Andrew Gibney (30) was originally convicted of the 28-year old dad’s murder and sentenced to life imprisonment in January 2014.
That conviction was overturned by the Court of Appeal in November 2016 and a retrial was ordered.
In December 2017, Gibney was sentenced to eight years with one suspended at the Central Criminal Court for manslaughter.
“I cannot say enough how sorry I am for this man’s death,” he said. “I would give anything for that night not to have happened.”
Gibney, whose address at the time was given as Dromheath Avenue, Mulhuddart, Dublin, had pleaded not guilty to murdering Burnett at Castlecurragh Vale, Mulhuddart, on August 21, 2012.
Gibney said to gardaí that he stabbed the deceased in the side three times with a knife.
The accused went to a garda station of his own free will a week after the killing and told officers: “I was involved in the incident, the chap is dead now and I need to give him peace.”
Chief State Pathologist, Professor Marie Cassidy, gave evidence that the deceased suffered 30 knife injuries, the majority being stab wounds.
She testified that the fatal injuries were six stab wounds on the right side of Mr Burnett’s chest, all of which had penetrated deeply, causing internal injuries to his right lung, heart and liver.
The prosecution’s case was that Gibney was part of a joint enterprise to murder Mr Burnett. Tom O’Connell SC, prosecuting, told the jury Gibney was one of five men who went to Mr Burnett’s house in Castlecurragh Avenue shortly before midnight.
Mr Burnett sold ecstasy and wine if the off-licence was shut but people would usually ring before calling up to the house, the court heard.
Two of the men were armed with knives and when the doorbell rang, Mr Burnett opened the door and was set upon.
Mr Burnett’s partner Denise Farrell told Mr O’Connell she was in the house that night and that their son was in bed asleep.
She said the doorbell rang and she told Mr Burnett not to answer it, but he did. She said she saw three men at the door and there was some sort of knife in one of the men’s hands.
Ms Farrell said that after Mr Burnett was dragged outside, she closed the door behind them.
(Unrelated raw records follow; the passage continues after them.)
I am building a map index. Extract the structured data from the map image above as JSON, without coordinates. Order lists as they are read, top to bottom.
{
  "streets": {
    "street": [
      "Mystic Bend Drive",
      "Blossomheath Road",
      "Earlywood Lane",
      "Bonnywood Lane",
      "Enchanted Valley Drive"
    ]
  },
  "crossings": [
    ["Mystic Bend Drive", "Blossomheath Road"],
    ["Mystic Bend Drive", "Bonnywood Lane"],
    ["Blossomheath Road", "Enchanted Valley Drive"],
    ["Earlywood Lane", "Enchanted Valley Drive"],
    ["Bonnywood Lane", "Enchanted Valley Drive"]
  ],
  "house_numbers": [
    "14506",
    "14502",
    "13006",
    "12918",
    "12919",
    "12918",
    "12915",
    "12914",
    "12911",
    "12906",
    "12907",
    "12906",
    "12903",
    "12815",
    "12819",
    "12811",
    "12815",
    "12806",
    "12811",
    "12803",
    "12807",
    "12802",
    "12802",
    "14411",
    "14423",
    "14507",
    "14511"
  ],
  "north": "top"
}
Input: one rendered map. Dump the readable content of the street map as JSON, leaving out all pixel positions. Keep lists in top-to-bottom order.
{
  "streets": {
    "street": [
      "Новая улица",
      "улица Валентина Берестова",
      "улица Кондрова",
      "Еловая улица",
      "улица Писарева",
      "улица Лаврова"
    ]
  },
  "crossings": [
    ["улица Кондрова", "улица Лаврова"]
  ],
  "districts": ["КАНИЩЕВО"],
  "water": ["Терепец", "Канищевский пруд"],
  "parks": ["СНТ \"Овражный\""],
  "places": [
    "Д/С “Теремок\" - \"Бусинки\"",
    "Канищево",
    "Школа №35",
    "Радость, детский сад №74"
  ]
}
She ran upstairs to get her child before leaving the house through the back door and climbing over the garden fence.
A week later, Gibney's house was searched by gardaí and the next day he visited Blanchardstown Garda station where he admitted stabbing Mr Burnett three times in the side.
He told gardaí he had decided to go to Mr Burnett’s house about half an hour earlier and that the events were triggered by alcohol. Gibney said he got the knife from his house, then ran back home after the incident and washed the blade in his kitchen.
The defence argued that if the evidence pointed to a reasonable possibility that Gibney intended to cause some harm to Mr Burnett short of serious harm, the appropriate verdict was manslaughter.
A jury of five men and seven women found Gibney not guilty of murder but guilty of manslaughter.
They had deliberated for seven hours and six minutes over three days.
Members of Gibney's family wept when the verdict was announced by the court registrar.
The five-day trial heard that Gibney told gardaí in interviews that Mr Burnett had stabbed him in the shoulder with a screwdriver four years previously but the two had made amends.
This week Gibney appeared in Dublin District Court after he grabbed and pushed over a security man in what was described as a “nasty incident” .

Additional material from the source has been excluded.